Apathy and irregularities have marred voting day in Gabon, where Africa's longest serving leader, Omar Bongo, is expected to claim another seven-year term.
At many polling centers in the capital, Libreville, security forces outnumbered voters throughout the day.
An independent journalist who toured several voting centers, Desire Ename, says Gabonese did not heed Mr. Bongo's persistent campaign calls to go out and vote.
"We can say that everything is not working as they were expecting," he said. "There is nobody. Nobody is really voting. It comes from the fact that people are really bored of a system. And they don't believe in voting anymore."
He says some of the few who did want to vote were prevented from doing so, because their names were not on voter lists, even though they had voter registration cards.
"So many people are going and trying to vote, but they don't find their names, that's a problem," said Mr. Ename. "The former lists they publish in 1993, that's the lists we find in some voting centers. That's a major problem too, and some people told us that they found the name of their parents who died so many years ago."
A computer technician, Marc, says he was dismayed to see police and soldiers voting again, even though they had already voted on Friday, to clear them for security duties.
He said their names were not ticked off voter rolls when they voted, and that there was no separate list for them.
The young man also fears there could be trouble ahead, as there was briefly Friday, when ballot boxes with votes from security personnel were taken away from voting centers, rather than being left there to be counted with other votes. That sparked confrontations between opposition militants and the military.
Marches were banned in the last week of campaigning, after students at the Omar Bongo Technical School and the Omar Bongo University began planning opposition protests. During the run-up to the vote, opposition candidates complained of many disadvantages, including Gabonese printers refusing to make posters for them and posters printed abroad disappearing at the airport.

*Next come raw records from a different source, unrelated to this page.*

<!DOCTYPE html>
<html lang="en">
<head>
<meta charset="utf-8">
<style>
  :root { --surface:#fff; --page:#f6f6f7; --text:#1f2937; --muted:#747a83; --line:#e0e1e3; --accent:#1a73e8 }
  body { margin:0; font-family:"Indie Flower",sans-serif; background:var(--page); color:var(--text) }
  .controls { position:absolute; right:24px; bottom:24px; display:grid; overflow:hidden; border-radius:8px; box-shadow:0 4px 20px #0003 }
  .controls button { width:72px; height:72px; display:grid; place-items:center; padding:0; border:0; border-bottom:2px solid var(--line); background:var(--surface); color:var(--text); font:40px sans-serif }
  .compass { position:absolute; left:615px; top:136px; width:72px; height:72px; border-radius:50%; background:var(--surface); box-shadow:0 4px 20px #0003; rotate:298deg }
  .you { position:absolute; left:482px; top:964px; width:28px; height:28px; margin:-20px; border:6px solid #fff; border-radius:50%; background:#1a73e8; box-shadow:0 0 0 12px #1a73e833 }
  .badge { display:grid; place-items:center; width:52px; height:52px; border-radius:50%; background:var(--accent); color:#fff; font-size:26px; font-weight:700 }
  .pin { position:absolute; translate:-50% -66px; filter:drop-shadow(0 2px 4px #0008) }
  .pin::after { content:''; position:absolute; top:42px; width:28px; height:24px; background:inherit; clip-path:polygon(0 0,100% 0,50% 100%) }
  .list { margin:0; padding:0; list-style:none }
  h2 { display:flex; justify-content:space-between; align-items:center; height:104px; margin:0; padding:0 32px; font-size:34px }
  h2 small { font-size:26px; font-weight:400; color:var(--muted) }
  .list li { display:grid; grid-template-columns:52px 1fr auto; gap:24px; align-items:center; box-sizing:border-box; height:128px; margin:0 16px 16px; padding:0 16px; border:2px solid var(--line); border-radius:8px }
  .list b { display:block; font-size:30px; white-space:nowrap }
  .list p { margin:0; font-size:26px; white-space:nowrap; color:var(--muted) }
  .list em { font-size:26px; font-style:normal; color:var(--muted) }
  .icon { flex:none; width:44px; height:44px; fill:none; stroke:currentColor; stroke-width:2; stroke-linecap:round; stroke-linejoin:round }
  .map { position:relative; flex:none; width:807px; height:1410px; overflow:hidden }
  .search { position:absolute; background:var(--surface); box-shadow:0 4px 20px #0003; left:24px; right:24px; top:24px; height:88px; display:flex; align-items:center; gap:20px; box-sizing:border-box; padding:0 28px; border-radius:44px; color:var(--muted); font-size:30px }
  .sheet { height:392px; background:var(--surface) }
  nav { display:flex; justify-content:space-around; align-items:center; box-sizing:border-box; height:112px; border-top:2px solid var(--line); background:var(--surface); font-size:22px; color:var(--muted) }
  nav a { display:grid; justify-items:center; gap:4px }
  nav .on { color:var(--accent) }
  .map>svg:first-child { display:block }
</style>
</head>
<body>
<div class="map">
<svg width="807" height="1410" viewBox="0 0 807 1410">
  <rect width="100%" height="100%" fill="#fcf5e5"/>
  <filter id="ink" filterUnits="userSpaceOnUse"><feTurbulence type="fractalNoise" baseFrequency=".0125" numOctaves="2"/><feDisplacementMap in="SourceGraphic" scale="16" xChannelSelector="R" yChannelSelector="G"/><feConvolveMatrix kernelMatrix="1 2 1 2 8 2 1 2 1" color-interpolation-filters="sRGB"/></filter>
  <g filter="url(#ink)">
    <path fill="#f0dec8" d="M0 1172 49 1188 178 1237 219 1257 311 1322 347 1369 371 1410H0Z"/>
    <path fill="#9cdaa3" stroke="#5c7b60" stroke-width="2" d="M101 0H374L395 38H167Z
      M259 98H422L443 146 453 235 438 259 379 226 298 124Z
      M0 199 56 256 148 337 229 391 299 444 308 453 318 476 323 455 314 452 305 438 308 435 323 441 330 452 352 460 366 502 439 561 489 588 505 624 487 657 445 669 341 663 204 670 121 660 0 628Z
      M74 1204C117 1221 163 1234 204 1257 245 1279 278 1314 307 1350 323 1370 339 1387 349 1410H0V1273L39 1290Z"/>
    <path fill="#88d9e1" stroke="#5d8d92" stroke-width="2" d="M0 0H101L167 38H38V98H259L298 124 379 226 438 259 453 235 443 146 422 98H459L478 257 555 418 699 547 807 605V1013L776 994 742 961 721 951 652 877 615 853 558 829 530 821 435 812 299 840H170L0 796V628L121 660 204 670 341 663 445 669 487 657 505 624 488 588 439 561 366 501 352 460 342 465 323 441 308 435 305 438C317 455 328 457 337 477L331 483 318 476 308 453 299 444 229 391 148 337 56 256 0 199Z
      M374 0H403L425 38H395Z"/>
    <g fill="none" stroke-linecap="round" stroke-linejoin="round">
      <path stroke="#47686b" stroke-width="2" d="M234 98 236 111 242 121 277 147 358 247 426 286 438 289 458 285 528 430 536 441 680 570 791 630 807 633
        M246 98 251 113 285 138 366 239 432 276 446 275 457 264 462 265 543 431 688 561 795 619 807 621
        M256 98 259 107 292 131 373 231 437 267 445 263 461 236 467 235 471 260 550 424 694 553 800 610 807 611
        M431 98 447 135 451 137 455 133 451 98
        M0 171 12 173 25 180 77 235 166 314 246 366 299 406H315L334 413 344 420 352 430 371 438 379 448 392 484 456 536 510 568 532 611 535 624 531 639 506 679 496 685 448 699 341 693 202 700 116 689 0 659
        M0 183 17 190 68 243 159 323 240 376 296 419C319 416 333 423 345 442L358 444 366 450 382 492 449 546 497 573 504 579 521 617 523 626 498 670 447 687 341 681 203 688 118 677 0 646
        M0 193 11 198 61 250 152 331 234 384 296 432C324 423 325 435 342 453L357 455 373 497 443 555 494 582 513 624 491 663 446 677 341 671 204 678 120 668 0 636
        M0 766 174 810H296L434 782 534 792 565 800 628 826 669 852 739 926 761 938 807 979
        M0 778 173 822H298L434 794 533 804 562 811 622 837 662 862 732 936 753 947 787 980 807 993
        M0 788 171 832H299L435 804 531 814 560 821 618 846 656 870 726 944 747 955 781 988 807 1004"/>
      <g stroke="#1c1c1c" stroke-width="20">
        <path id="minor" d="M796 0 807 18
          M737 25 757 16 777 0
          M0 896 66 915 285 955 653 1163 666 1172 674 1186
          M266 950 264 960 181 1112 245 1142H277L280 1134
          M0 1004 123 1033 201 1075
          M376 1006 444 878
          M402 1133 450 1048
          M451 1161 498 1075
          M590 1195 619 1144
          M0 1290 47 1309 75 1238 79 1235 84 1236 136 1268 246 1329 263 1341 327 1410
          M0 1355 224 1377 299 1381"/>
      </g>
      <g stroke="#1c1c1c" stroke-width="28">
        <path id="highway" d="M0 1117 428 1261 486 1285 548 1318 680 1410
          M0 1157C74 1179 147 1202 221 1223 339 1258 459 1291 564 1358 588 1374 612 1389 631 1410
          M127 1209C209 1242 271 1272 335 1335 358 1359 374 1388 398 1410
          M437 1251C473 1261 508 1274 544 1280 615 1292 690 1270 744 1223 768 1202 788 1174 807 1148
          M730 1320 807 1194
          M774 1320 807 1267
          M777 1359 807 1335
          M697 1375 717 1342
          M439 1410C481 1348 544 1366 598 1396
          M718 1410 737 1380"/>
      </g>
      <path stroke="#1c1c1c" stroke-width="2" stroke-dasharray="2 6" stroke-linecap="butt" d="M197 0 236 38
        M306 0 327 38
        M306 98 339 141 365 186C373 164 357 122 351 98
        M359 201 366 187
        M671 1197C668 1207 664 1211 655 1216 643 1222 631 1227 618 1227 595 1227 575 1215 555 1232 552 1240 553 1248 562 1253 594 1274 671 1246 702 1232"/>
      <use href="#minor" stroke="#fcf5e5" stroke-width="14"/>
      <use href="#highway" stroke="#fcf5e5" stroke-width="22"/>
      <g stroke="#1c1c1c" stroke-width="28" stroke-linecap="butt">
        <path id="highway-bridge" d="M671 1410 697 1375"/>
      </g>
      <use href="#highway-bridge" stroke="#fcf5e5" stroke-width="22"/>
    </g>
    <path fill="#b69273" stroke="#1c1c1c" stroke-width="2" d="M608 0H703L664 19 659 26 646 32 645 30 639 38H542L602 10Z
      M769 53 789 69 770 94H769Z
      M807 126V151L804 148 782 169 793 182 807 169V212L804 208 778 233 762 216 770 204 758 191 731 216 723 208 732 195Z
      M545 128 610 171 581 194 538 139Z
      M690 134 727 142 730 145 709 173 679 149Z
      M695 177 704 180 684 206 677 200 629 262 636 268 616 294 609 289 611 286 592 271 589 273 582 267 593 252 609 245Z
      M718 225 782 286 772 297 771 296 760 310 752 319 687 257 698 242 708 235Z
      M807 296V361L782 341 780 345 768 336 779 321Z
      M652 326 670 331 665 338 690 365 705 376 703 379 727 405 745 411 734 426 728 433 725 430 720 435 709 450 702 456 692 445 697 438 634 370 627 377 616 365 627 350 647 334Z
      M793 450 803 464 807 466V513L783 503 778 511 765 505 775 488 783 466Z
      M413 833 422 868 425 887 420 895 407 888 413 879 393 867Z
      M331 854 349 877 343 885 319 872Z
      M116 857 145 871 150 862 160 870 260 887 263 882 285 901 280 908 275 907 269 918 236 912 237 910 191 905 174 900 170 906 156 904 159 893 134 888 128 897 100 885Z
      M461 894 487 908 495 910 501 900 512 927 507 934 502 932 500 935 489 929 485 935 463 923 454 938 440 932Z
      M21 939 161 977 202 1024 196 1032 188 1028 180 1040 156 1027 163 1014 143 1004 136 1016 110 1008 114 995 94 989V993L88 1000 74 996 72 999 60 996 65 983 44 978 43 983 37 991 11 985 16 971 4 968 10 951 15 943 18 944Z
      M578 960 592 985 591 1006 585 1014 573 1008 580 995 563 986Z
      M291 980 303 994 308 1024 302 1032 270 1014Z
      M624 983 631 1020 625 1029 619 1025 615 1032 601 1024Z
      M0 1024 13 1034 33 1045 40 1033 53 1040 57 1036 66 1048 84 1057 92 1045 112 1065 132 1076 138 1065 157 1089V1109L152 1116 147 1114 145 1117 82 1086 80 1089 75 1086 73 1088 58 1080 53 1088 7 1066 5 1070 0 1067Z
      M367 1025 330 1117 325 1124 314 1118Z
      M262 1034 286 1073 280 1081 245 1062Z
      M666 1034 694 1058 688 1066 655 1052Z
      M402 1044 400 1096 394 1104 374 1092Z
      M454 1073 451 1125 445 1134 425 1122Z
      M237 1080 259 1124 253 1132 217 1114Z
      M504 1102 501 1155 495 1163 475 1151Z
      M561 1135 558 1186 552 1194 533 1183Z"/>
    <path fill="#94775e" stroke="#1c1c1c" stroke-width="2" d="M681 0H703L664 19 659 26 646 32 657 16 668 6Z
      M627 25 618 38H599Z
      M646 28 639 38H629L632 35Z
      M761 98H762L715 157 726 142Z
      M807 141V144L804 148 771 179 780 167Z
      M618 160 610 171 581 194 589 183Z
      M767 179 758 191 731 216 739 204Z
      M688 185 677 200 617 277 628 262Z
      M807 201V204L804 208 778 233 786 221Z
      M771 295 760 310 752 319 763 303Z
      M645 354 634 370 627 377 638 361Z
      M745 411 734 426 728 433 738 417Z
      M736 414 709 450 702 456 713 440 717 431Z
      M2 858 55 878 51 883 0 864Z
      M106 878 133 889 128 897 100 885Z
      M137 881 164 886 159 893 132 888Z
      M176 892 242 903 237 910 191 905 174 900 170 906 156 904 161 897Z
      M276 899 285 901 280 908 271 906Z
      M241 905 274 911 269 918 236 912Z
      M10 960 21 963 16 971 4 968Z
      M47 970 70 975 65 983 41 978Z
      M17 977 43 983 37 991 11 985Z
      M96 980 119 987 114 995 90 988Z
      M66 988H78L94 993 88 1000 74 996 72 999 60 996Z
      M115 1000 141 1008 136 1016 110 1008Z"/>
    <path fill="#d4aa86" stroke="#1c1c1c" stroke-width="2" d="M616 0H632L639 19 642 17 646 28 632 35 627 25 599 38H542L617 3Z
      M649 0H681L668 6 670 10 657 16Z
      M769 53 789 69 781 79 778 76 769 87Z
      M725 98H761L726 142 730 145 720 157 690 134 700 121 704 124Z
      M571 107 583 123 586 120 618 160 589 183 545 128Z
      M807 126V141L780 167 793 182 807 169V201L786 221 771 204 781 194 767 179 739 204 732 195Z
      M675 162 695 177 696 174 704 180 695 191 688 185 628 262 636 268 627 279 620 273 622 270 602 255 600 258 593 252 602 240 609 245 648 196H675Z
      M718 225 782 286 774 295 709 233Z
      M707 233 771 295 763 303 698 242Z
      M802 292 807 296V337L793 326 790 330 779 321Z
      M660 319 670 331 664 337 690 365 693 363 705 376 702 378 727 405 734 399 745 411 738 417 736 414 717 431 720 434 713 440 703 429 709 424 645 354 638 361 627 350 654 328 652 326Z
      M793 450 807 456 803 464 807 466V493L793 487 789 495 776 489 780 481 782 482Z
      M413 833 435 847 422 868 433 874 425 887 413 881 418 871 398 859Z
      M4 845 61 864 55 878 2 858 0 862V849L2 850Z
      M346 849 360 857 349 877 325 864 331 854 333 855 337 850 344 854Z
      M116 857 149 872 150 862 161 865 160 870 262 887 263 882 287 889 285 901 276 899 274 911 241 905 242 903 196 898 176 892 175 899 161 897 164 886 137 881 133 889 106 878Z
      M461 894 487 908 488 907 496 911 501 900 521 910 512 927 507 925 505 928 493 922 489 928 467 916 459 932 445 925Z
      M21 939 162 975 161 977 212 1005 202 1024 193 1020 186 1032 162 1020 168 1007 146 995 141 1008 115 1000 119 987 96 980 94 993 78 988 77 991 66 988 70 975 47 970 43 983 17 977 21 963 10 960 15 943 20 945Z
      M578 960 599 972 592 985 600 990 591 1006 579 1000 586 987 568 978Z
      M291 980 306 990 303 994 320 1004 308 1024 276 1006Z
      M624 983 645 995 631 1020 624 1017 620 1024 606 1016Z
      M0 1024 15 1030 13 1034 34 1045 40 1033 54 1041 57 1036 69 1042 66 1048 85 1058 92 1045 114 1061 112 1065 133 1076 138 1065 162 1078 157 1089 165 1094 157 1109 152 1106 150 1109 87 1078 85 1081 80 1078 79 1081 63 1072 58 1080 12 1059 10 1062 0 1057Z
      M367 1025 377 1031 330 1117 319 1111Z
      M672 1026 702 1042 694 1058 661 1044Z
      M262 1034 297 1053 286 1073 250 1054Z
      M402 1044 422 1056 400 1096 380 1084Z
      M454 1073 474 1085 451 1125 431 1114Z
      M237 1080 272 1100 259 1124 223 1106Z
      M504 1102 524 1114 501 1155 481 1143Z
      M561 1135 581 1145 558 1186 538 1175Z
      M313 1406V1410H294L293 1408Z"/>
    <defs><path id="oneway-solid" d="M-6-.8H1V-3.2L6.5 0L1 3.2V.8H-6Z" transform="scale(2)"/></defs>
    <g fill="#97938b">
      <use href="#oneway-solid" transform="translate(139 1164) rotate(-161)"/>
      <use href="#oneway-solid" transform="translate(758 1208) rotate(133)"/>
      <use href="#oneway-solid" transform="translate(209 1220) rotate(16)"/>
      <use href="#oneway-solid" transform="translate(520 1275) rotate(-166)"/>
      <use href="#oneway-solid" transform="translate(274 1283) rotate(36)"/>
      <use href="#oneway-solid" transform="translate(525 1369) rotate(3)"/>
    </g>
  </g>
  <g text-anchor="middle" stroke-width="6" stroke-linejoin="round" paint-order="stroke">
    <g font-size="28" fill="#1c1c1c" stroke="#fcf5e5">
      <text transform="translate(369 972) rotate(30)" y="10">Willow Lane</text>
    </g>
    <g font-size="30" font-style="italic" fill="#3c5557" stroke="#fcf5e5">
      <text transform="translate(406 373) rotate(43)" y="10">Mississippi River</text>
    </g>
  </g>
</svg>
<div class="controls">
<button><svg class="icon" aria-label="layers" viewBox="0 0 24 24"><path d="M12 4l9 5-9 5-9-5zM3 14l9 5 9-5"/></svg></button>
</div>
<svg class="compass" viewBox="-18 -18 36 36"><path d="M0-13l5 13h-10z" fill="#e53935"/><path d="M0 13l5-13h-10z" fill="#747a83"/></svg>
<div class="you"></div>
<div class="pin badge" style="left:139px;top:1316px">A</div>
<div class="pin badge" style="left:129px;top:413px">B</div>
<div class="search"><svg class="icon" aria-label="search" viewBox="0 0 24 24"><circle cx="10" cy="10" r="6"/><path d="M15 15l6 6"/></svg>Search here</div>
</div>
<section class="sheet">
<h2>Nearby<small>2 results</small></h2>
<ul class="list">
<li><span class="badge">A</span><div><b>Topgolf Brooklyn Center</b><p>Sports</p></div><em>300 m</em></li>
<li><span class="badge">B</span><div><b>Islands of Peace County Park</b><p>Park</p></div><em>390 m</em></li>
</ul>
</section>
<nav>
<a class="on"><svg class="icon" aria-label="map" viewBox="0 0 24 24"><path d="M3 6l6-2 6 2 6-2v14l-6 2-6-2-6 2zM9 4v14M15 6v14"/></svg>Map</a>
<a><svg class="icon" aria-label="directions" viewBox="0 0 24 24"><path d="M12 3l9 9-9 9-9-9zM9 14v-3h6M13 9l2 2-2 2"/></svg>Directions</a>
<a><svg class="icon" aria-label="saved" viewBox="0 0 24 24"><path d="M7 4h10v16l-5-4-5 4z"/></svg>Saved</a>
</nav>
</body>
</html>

The two main challengers are Zacharie Myboto, a former insider, whose daughter was once one of the many mistresses of Mr. Bongo, and outsider Pierre Mamboundou, whose militants wear red.
It is a one-round, winner take-all vote.
Mr. Bongo, who has been in power since 1967, making him the second longest serving leader in the world after Cuba's Fidel Castro, has said only he can guarantee continued stability. While voting at a school near his presidential palace, he said he was confident, and that everything was going fine.
The oil and timber-rich, lightly populated Central African nation has been beset with decaying infrastructure and large-scale corruption in recent years, but has avoided civil strife that many neighboring countries have known.